■ **REQUIRED WORK**: Filter these entries down to lines holding "page".
Content starts
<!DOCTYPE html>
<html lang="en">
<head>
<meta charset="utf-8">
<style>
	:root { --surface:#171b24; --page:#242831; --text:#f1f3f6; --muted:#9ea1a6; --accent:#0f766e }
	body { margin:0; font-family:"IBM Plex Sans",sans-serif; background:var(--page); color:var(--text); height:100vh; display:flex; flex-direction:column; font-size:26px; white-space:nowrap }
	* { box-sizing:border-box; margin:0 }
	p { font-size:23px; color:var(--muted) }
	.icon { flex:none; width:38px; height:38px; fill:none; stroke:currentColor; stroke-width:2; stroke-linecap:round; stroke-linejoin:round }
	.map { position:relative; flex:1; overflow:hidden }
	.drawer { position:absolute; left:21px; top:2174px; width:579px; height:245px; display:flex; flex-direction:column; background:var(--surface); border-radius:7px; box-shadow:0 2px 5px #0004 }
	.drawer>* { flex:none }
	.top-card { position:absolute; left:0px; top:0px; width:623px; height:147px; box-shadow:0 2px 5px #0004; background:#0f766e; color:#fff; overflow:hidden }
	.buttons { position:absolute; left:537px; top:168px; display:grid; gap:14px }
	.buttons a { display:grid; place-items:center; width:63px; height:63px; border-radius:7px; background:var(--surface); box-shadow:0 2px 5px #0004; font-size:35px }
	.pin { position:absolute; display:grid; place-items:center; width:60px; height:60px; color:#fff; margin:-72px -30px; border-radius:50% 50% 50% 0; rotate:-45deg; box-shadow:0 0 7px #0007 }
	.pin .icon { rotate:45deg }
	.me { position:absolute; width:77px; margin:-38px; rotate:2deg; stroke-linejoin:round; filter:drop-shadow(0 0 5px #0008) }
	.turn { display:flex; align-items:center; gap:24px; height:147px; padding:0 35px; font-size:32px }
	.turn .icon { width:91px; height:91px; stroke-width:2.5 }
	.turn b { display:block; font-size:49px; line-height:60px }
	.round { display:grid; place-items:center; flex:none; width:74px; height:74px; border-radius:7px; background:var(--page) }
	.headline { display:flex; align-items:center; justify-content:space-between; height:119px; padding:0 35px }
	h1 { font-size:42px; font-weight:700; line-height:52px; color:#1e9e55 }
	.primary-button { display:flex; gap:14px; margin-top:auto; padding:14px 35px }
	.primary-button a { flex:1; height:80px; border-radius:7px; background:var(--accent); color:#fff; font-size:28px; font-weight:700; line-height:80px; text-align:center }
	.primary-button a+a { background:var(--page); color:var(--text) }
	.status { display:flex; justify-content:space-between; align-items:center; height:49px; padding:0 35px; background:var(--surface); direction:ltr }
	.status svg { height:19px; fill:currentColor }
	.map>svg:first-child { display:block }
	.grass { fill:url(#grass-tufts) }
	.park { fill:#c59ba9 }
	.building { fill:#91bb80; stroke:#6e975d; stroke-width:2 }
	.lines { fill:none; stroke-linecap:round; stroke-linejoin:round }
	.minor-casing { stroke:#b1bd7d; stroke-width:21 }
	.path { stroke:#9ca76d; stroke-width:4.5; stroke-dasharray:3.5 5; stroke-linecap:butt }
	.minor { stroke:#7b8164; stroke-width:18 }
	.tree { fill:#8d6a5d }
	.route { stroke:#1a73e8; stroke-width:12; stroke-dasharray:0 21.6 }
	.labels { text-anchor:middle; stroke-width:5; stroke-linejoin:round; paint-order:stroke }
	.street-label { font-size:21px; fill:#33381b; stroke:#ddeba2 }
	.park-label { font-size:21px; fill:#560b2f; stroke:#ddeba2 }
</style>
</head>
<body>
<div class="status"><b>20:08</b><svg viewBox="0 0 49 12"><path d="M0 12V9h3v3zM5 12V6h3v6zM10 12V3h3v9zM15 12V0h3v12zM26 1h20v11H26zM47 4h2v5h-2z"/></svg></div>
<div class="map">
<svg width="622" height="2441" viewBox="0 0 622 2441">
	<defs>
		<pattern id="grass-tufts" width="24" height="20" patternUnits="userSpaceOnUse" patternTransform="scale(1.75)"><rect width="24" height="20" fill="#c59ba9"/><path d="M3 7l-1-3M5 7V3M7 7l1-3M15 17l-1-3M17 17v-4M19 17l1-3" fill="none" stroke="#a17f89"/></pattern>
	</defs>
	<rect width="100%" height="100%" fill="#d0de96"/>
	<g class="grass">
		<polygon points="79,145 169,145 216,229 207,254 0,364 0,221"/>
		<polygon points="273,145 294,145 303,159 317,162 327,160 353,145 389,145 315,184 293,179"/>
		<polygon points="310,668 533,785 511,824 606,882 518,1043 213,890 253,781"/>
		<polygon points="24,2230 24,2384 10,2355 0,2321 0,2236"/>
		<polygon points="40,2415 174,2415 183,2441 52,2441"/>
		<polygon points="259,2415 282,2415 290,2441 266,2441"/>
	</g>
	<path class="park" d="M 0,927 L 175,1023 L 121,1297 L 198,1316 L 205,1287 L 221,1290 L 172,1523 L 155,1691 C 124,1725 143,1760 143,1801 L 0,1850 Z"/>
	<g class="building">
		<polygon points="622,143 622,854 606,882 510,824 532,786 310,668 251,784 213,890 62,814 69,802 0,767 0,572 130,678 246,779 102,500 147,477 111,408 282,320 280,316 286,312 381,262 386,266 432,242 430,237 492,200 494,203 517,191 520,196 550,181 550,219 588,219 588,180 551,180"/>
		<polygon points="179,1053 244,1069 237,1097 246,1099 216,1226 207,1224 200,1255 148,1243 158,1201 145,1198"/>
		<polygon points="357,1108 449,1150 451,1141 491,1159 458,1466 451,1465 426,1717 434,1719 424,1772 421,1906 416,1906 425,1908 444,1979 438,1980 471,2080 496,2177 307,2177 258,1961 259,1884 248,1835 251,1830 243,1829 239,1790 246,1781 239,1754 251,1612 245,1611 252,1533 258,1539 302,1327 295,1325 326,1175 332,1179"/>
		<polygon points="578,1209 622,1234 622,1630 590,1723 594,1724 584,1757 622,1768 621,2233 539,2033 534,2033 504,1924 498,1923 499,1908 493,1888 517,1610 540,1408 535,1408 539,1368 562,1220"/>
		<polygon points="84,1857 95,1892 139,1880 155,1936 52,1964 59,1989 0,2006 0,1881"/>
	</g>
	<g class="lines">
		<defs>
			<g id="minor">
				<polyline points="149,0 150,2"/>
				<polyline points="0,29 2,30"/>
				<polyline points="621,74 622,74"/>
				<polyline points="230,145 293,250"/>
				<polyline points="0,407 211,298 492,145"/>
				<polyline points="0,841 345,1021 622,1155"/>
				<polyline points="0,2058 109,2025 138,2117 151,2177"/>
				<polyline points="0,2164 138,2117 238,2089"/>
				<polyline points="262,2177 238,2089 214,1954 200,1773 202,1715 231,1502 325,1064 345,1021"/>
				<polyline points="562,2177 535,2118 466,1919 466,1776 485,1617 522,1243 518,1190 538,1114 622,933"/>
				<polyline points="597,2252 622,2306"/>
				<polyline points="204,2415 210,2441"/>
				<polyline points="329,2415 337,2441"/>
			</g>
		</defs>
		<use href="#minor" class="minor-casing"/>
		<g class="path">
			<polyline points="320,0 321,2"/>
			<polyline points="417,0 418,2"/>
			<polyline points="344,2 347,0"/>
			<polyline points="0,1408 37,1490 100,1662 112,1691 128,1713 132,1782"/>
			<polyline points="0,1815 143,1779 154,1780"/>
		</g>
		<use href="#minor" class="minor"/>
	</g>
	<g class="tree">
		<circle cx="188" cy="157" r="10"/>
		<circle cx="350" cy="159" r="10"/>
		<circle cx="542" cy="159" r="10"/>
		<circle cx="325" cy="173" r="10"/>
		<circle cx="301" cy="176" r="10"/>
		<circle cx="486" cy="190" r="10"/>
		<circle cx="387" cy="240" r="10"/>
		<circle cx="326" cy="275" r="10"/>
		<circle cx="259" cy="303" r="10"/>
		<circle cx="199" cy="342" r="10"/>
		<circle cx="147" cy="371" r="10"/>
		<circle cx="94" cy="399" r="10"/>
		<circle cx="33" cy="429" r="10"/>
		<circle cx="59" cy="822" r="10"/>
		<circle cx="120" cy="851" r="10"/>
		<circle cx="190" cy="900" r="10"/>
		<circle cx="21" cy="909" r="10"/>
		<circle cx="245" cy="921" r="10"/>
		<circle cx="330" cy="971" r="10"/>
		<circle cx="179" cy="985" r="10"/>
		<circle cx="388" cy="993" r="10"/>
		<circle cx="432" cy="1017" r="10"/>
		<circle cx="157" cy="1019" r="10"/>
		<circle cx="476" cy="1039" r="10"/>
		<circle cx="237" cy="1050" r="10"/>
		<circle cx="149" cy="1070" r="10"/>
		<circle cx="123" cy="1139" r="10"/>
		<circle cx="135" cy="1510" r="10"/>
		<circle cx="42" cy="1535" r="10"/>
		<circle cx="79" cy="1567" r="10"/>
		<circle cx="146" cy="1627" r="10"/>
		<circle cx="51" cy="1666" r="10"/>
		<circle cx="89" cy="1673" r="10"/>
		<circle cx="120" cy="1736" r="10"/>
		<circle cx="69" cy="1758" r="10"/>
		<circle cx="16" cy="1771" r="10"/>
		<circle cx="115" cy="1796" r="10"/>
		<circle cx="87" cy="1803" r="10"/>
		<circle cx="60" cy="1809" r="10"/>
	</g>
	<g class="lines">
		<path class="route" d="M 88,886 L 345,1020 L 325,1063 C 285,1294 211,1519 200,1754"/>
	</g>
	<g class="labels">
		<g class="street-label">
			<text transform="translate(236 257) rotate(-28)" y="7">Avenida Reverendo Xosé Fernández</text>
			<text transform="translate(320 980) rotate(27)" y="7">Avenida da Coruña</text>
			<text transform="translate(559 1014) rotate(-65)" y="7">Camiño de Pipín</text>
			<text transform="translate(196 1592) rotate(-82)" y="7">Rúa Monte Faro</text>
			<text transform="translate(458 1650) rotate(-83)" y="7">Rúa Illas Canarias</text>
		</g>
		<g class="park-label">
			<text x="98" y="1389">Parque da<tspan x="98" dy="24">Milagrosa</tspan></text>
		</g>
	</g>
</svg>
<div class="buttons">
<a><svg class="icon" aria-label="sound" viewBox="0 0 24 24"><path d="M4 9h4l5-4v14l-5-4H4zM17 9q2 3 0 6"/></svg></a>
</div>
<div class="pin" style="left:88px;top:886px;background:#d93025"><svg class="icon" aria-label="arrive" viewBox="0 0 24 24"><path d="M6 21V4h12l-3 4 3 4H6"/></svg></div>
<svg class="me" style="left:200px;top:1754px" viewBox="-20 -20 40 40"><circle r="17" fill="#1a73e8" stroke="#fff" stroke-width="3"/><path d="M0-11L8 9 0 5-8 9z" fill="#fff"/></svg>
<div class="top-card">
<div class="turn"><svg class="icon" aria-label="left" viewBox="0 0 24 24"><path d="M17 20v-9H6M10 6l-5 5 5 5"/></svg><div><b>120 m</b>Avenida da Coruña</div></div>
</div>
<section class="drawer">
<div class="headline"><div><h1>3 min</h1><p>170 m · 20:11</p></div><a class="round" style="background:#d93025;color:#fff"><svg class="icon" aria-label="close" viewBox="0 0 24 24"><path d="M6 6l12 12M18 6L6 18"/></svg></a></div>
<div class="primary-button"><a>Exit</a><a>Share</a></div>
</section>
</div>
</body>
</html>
Content ends
■ **ANSWER TO THIS EXERCISE**:
	:root { --surface:#171b24; --page:#242831; --text:#f1f3f6; --muted:#9ea1a6; --accent:#0f766e }
	body { margin:0; font-family:"IBM Plex Sans",sans-serif; background:var(--page); color:var(--text); height:100vh; display:flex; flex-direction:column; font-size:26px; white-space:nowrap }
	.round { display:grid; place-items:center; flex:none; width:74px; height:74px; border-radius:7px; background:var(--page) }
	.primary-button a+a { background:var(--page); color:var(--text) }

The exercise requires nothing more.